- Colfax Township, Michigan Location within the state of Michigan Colfax Township, Michigan Colfax Township, Michigan (the United States)
- Coordinates: 43°45′32″N 86°5′34″W﻿ / ﻿43.75889°N 86.09278°W
- Country: United States
- State: Michigan
- County: Oceana

Area
- • Total: 35.9 sq mi (93.1 km^{2})
- • Land: 35.4 sq mi (91.6 km^{2})
- • Water: 0.54 sq mi (1.4 km^{2})
- Elevation: 892 ft (272 m)

Population (2020)
- • Total: 446
- • Density: 12.6/sq mi (4.87/km^{2})
- Time zone: UTC-5 (Eastern (EST))
- • Summer (DST): UTC-4 (EDT)
- FIPS code: 26-17180
- GNIS feature ID: 1626114
- Website: https://colfaxtownshipoceana.org/

= Colfax Township, Oceana County, Michigan =

Colfax Township is a civil township of Oceana County in the U.S. state of Michigan. The population was 446 at the 2020 census.

The township was organized in 1869.

==Geography==
According to the United States Census Bureau, the township has a total area of 35.9 sqmi, of which, 35.4 sqmi of it is land and 0.6 sqmi of it (1.56%) is water.

==Demographics==
As of the census of 2000, there were 574 people, 192 households, and 134 families residing in the township. The population density was 16.2 PD/sqmi. There were 596 housing units at an average density of 16.8 /sqmi. The racial makeup of the township was 82.58% White, 0.35% African American, 0.70% Native American, 0.17% Asian, 15.33% from other races, and 0.87% from two or more races.

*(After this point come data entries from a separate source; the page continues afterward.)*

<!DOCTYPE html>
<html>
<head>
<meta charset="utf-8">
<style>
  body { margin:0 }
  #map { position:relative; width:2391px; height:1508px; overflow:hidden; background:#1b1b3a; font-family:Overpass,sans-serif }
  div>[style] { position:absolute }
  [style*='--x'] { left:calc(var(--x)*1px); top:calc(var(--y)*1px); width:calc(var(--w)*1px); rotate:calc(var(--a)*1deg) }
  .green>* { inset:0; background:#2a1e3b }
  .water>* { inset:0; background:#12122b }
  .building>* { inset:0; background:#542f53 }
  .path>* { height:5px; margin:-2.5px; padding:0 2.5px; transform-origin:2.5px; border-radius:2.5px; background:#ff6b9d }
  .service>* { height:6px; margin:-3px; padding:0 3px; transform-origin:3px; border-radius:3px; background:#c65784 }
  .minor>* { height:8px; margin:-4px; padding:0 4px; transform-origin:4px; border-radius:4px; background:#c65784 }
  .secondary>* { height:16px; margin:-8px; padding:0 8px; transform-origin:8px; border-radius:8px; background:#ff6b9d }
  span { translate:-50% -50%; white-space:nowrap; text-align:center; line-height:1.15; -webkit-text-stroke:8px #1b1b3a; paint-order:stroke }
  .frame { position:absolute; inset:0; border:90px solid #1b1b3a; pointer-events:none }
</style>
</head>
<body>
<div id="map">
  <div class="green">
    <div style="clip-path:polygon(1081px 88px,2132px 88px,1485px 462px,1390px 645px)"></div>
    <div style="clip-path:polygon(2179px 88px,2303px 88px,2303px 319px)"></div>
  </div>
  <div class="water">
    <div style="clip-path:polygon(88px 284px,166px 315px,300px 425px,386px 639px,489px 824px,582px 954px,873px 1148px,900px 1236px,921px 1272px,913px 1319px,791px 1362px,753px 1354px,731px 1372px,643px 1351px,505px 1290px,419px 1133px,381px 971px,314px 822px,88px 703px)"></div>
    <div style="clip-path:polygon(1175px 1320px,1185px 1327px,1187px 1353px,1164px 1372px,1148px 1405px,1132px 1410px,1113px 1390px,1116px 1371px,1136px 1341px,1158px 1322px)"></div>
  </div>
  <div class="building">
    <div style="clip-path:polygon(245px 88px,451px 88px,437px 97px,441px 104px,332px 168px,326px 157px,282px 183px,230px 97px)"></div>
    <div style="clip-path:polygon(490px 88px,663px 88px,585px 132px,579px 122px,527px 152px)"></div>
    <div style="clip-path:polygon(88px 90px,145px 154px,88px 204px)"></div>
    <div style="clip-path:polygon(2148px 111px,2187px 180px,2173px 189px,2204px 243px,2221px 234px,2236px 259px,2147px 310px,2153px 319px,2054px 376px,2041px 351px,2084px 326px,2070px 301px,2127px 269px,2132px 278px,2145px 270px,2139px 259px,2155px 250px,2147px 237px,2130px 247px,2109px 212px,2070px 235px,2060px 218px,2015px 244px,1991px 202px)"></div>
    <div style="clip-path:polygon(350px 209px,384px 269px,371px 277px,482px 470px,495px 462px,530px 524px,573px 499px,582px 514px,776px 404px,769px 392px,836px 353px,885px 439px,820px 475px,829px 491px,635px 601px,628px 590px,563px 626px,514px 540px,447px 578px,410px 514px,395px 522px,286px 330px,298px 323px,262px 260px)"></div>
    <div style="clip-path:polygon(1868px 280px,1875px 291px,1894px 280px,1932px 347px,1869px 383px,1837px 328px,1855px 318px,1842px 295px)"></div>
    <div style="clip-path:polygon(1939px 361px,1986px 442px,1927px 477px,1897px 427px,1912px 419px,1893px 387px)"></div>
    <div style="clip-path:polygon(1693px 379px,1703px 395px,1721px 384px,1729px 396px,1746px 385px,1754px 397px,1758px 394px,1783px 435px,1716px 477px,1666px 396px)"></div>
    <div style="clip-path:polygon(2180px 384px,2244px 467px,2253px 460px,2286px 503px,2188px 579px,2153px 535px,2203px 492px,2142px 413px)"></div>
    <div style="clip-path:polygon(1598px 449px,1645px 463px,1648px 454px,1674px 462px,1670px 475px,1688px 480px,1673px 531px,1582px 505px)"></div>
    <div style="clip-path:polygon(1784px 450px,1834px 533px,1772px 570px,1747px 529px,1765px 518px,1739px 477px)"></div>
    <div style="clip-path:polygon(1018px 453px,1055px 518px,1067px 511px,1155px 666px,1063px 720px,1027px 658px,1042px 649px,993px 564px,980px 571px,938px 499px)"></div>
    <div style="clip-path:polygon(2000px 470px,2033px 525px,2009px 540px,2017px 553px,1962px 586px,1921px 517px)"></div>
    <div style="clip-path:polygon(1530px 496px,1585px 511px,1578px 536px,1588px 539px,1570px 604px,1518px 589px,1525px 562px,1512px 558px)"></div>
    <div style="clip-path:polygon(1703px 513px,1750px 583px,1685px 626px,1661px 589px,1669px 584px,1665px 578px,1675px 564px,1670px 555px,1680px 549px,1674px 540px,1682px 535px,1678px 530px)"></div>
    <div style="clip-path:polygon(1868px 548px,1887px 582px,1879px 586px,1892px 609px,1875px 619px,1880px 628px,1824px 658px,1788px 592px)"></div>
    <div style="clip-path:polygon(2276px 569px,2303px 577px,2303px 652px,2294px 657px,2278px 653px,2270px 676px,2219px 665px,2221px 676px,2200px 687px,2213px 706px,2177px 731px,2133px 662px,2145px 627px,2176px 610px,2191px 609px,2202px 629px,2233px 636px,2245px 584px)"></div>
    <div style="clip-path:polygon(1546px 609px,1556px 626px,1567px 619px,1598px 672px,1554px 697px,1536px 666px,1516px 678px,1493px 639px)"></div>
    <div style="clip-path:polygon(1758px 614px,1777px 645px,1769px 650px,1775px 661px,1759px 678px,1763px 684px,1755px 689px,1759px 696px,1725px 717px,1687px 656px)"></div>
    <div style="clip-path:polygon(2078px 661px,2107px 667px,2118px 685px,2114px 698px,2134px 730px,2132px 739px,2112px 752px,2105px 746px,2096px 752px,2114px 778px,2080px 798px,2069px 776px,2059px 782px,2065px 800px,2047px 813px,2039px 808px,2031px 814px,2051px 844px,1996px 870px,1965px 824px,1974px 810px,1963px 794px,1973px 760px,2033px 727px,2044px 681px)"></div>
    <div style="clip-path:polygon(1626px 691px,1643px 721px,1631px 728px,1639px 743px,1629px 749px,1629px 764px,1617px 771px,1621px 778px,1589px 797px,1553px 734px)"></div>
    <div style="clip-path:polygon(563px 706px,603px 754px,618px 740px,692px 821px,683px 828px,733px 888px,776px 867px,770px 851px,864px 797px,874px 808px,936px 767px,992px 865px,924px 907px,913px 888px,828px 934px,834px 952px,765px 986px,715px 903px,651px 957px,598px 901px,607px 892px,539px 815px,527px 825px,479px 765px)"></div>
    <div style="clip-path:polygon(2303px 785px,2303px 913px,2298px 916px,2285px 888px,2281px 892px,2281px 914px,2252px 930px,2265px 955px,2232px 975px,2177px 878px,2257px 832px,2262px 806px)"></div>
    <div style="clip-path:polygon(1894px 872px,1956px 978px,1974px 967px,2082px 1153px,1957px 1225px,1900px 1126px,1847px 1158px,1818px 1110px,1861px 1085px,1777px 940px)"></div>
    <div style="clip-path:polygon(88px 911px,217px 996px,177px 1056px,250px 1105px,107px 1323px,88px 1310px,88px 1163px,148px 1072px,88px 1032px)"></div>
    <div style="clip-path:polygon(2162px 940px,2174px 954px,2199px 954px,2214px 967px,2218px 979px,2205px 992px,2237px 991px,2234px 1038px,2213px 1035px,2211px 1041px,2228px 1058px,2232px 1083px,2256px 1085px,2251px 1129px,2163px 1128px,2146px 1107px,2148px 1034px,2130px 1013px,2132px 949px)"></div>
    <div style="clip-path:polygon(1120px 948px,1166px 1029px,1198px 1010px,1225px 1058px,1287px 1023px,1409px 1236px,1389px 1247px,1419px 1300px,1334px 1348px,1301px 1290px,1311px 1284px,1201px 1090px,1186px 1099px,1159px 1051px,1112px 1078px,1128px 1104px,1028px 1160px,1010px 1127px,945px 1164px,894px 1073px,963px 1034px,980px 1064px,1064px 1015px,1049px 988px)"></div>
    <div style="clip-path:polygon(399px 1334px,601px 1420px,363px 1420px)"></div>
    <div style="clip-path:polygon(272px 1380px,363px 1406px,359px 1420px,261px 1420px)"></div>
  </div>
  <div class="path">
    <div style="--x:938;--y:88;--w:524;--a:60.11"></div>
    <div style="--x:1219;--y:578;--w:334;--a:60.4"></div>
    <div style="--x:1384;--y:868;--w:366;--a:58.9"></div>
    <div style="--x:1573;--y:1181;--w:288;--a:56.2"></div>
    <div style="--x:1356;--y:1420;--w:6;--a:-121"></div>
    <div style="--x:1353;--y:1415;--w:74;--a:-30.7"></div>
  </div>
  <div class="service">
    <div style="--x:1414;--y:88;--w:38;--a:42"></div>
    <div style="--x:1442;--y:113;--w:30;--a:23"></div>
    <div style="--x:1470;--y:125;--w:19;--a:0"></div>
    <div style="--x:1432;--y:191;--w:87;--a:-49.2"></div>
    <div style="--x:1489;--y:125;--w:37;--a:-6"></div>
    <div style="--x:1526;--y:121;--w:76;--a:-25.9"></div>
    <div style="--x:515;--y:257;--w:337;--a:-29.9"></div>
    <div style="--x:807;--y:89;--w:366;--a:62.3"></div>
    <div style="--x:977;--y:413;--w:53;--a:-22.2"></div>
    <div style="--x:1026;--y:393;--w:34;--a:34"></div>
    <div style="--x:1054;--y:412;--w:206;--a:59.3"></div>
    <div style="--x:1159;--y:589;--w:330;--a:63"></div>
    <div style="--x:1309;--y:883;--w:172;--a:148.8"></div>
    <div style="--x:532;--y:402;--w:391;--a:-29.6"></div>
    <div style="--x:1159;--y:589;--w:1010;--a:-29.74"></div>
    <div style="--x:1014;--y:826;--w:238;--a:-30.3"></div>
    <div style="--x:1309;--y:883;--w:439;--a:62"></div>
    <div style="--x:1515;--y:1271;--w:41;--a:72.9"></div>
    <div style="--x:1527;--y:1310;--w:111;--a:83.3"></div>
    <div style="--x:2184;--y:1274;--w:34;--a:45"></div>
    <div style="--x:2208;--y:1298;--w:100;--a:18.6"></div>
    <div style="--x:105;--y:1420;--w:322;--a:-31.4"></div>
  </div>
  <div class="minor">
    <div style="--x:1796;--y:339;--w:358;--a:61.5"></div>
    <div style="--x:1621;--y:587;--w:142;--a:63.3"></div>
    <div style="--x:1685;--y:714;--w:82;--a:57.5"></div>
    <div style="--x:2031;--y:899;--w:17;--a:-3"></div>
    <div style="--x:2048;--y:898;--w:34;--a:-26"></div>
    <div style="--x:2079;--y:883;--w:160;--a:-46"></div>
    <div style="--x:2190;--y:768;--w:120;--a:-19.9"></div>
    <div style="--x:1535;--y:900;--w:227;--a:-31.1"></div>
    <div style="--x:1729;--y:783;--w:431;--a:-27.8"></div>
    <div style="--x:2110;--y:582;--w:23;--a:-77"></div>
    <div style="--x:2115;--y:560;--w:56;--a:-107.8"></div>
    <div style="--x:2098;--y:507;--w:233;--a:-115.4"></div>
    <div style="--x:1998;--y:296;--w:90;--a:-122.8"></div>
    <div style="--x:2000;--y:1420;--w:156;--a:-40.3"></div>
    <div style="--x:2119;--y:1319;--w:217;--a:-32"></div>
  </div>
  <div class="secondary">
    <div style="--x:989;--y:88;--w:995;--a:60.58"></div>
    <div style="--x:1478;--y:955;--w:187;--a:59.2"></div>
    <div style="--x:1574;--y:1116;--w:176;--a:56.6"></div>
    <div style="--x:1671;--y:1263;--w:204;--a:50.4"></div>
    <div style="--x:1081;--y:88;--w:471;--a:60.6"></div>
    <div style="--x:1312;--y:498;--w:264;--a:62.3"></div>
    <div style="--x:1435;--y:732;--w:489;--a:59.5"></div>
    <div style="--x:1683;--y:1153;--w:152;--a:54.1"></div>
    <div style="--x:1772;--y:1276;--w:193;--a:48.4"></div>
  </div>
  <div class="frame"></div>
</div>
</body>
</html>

Hispanic or Latino of any race were 20.73% of the population.

There were 192 households, out of which 26.6% had children under the age of 18 living with them, 59.4% were married couples living together, 6.3% had a female householder with no husband present, and 29.7% were non-families. 26.0% of all households were made up of individuals, and 7.3% had someone living alone who was 65 years of age or older. The average household size was 2.63 and the average family size was 3.04.

In the township the population was spread out, with 33.4% under the age of 18, 7.1% from 18 to 24, 23.0% from 25 to 44, 24.4% from 45 to 64, and 12.0% who were 65 years of age or older. The median age was 33 years. For every 100 females, there were 120.8 males. For every 100 females age 18 and over, there were 109.9 males.

The median income for a household in the township was $30,417, and the median income for a family was $36,563. Males had a median income of $35,000 versus $25,000 for females. The per capita income for the township was $11,986. About 19.6% of families and 26.9% of the population were below the poverty line, including 38.5% of those under age 18 and 21.9% of those age 65 or over.